__To do__
Output only an exact transcription of the line containing "Instruction: Extract the" and all lines that follow it in the data below.

--- Information ---

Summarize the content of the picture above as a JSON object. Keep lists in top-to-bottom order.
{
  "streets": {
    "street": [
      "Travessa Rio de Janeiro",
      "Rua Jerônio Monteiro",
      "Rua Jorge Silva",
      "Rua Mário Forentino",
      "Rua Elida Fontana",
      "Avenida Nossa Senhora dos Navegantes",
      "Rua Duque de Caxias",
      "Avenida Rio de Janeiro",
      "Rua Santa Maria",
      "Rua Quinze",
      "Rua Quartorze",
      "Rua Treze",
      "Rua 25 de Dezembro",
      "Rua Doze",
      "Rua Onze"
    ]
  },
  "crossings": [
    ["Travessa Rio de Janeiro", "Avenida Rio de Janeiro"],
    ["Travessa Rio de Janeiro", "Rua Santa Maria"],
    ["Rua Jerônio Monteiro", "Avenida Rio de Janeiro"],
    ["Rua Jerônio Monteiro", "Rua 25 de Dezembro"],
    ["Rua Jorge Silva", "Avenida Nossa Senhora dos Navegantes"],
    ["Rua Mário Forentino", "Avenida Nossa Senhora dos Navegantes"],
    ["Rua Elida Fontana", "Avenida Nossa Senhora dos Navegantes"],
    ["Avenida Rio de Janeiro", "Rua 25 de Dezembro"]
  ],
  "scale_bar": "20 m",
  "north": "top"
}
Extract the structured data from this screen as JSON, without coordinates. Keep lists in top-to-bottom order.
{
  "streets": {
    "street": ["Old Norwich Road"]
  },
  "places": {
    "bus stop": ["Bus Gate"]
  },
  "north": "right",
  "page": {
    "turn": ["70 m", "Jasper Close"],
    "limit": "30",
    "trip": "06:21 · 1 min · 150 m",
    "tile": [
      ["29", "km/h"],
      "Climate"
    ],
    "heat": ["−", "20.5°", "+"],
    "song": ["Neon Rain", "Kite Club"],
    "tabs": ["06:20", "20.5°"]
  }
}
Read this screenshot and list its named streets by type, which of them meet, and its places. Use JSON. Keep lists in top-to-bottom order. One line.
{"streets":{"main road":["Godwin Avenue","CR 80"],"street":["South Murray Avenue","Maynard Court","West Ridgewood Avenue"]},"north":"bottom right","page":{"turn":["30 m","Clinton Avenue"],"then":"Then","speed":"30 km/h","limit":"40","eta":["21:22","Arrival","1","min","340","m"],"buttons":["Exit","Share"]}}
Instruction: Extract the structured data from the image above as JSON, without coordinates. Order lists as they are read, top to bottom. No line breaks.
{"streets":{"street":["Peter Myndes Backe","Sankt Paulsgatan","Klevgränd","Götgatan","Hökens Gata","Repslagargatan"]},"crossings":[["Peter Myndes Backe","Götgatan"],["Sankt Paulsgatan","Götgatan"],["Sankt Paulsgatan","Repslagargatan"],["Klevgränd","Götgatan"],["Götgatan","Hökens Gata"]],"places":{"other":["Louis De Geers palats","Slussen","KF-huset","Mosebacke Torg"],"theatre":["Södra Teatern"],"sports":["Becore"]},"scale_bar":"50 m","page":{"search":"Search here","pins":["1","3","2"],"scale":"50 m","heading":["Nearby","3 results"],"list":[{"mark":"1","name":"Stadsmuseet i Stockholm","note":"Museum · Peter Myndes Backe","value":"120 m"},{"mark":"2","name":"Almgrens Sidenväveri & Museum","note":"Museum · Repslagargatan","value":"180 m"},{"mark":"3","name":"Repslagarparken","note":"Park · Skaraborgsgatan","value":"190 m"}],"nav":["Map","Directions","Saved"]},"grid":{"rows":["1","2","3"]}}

---

__Solution to this problem__
Instruction: Extract the structured data from the image above as JSON, without coordinates. Order lists as they are read, top to bottom. No line breaks.
{"streets":{"street":["Peter Myndes Backe","Sankt Paulsgatan","Klevgränd","Götgatan","Hökens Gata","Repslagargatan"]},"crossings":[["Peter Myndes Backe","Götgatan"],["Sankt Paulsgatan","Götgatan"],["Sankt Paulsgatan","Repslagargatan"],["Klevgränd","Götgatan"],["Götgatan","Hökens Gata"]],"places":{"other":["Louis De Geers palats","Slussen","KF-huset","Mosebacke Torg"],"theatre":["Södra Teatern"],"sports":["Becore"]},"scale_bar":"50 m","page":{"search":"Search here","pins":["1","3","2"],"scale":"50 m","heading":["Nearby","3 results"],"list":[{"mark":"1","name":"Stadsmuseet i Stockholm","note":"Museum · Peter Myndes Backe","value":"120 m"},{"mark":"2","name":"Almgrens Sidenväveri & Museum","note":"Museum · Repslagargatan","value":"180 m"},{"mark":"3","name":"Repslagarparken","note":"Park · Skaraborgsgatan","value":"190 m"}],"nav":["Map","Directions","Saved"]},"grid":{"rows":["1","2","3"]}}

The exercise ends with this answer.